Un totalitarismo de preceptos éticos y morales

Por: Jesús Humberto López Aguilar

“La impotencia de la razón como principio normativo y la eficiencia de la rectitud de los preceptos” Así sentenciaba Thomas Hobbes en el año 1651, al articular su Leviatán.

Podemos comprobar la certeza de las palabras del filósofo inglés recurriendo a nuestro conocimiento empírico, observando lo difícil que se pueden tornar algunas de nuestras interacciones cotidianas sin importar los esfuerzos de una de las partes por llegar a un razonamiento objetivo. Mientras que, por otro lado, tenemos la evidencia de creencias y prácticas, propias o ajenas, que nos pueden parecer absurdas, pero que se han mantenido por generaciones, no gracias a los dictámenes de la razón de aquellos individuos que las han conservado, sino a la fuerza con la que los preceptos de aquellas creencias y prácticas fueron impuestas en su conciencia.

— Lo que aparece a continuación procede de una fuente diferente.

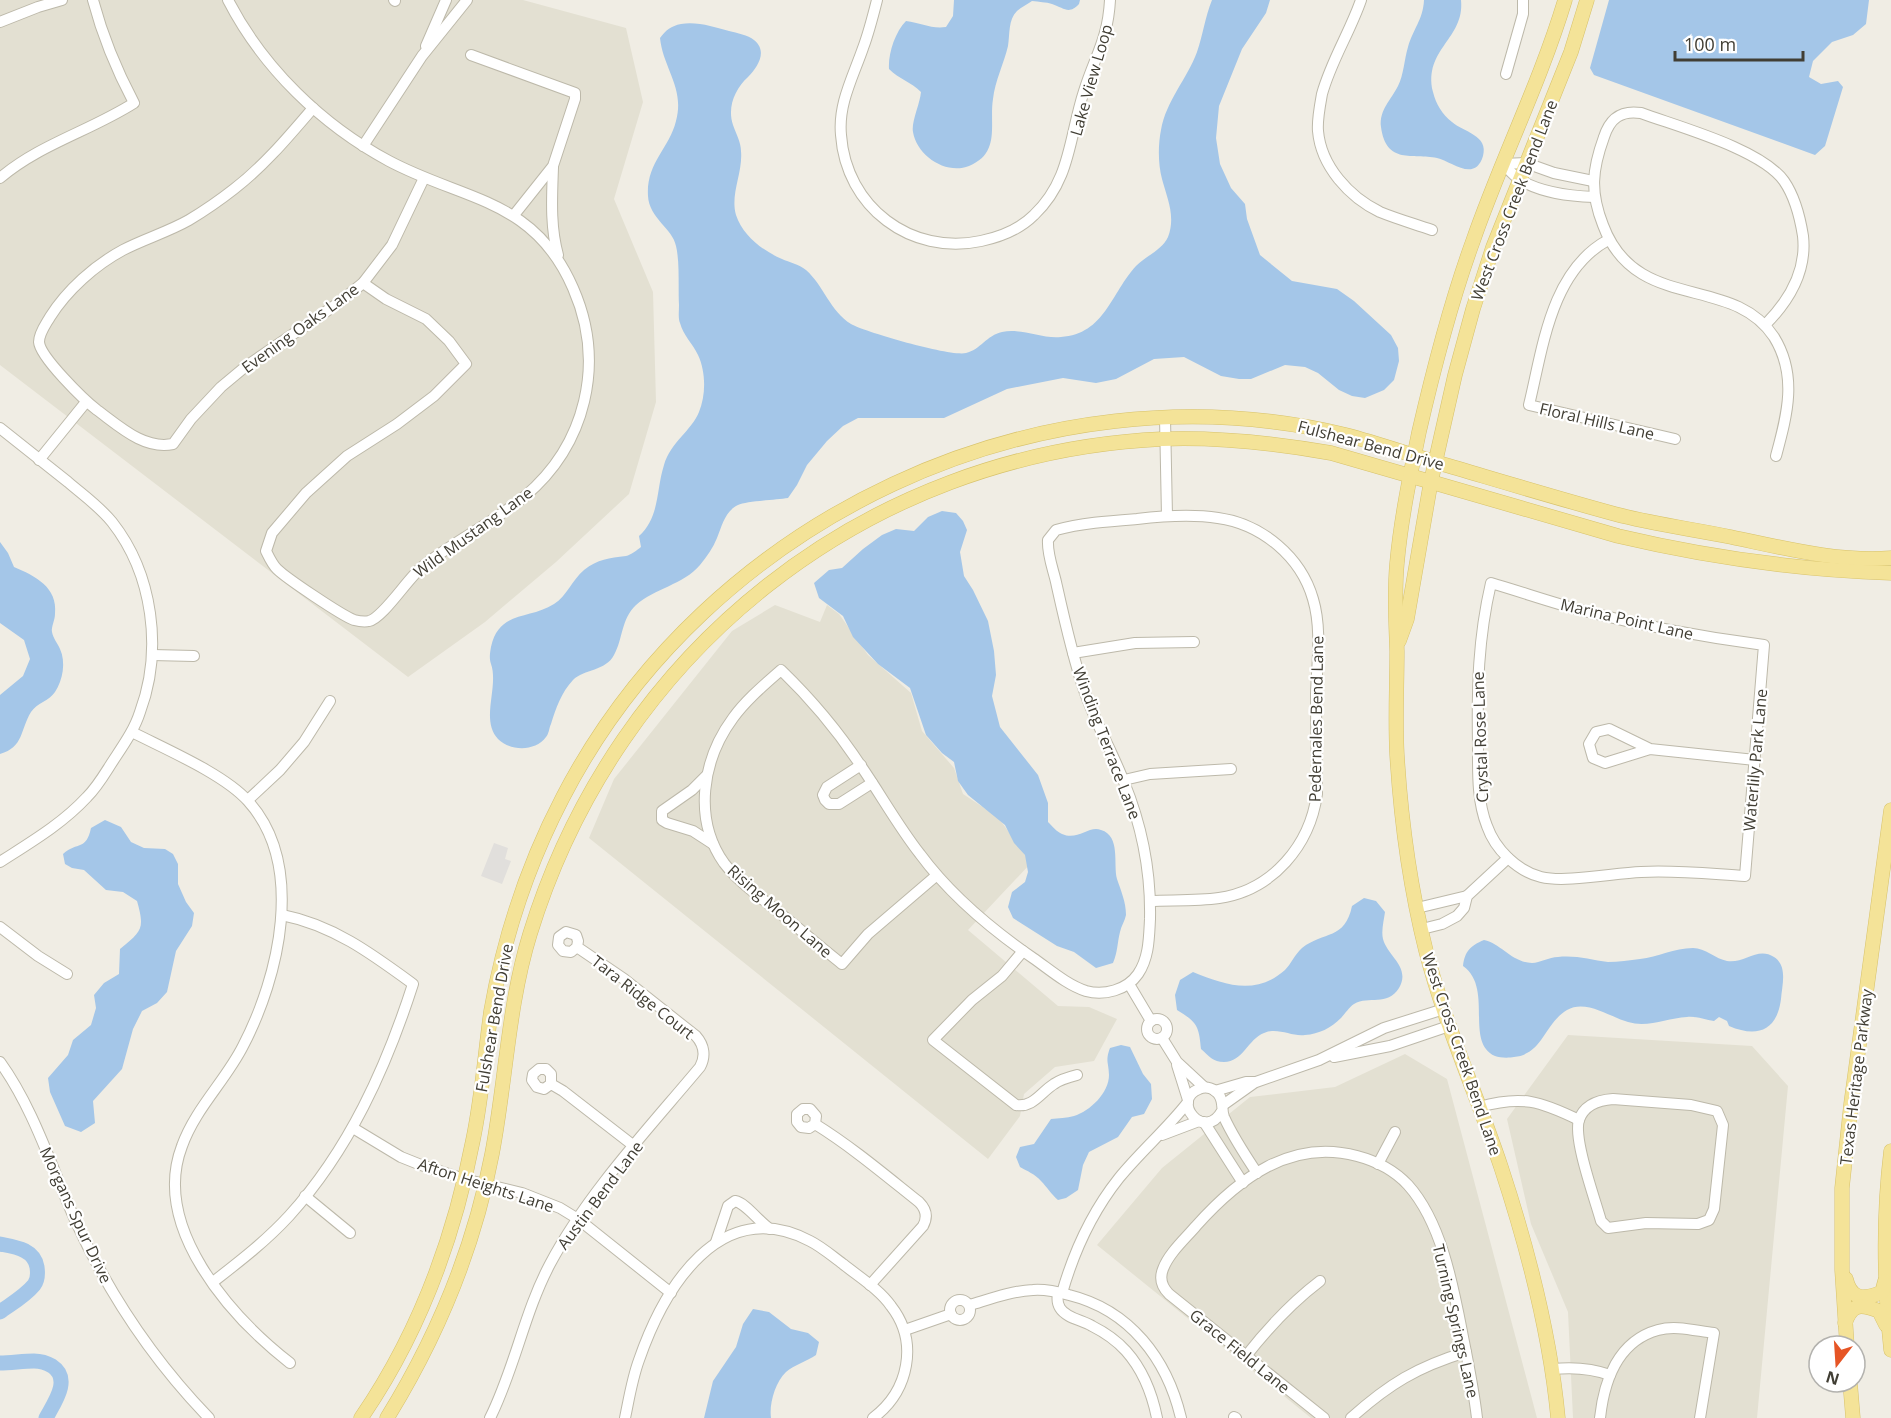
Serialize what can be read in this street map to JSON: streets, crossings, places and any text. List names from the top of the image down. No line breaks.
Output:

Aunque hoy en día las religiones parecen tener códigos fútiles y llenos de vicios, en su momento fueron necesarias para detener la barbarie cometida por las sociedades de tiempos pasados, sirviendo como códigos civiles y penales mediante los cuales podía existir alguna forma de orden. 

En la sociedad contemporánea, la única fuente de preceptos sólidos proviene de los núcleos familiares. Proporcionan a los infantes un modelo ético, el cual pueden o no seguir. Adicionalmente, les dan las bases de sus propios valores morales, los cuales, de manera inevitable, adquieren consciente o inconscientemente. Menciono al núcleo familiar como única fuente, porque hoy, gran parte de las instituciones educativas, públicas o privadas, priorizan la transmisión de conocimientos, anteponiéndolo a la transmisión de valores sociales. Un terrible error que provocará el colapso de la sociedad en un futuro próximo, una premonición que nos ha entregado el estado actual del tejido social.

En las últimas décadas, nos hemos encariñado con ideales libertarios que han dividido y polarizado a la sociedad, dando cabida a la tremenda diversificación de realidades, resultando en una gran contraposición de opiniones y objetivos individuales. Y a pesar de que buscar una sociedad más igualitaria, justa y libre para todos sus miembros es un objetivo ya bien conocido, con las actuales políticas sociales, lo que se está gestando es todo lo contrario. Al tener acceso, gracias a la tecnología, a un sinfín de recursos y contenidos, las personas generan pensamientos y creencias sesgadas, así como obsesiones y vicios que los alejan por completo de una conciencia colectiva que los haga consensar empáticamente con otros para resolver los problemas que los aquejan.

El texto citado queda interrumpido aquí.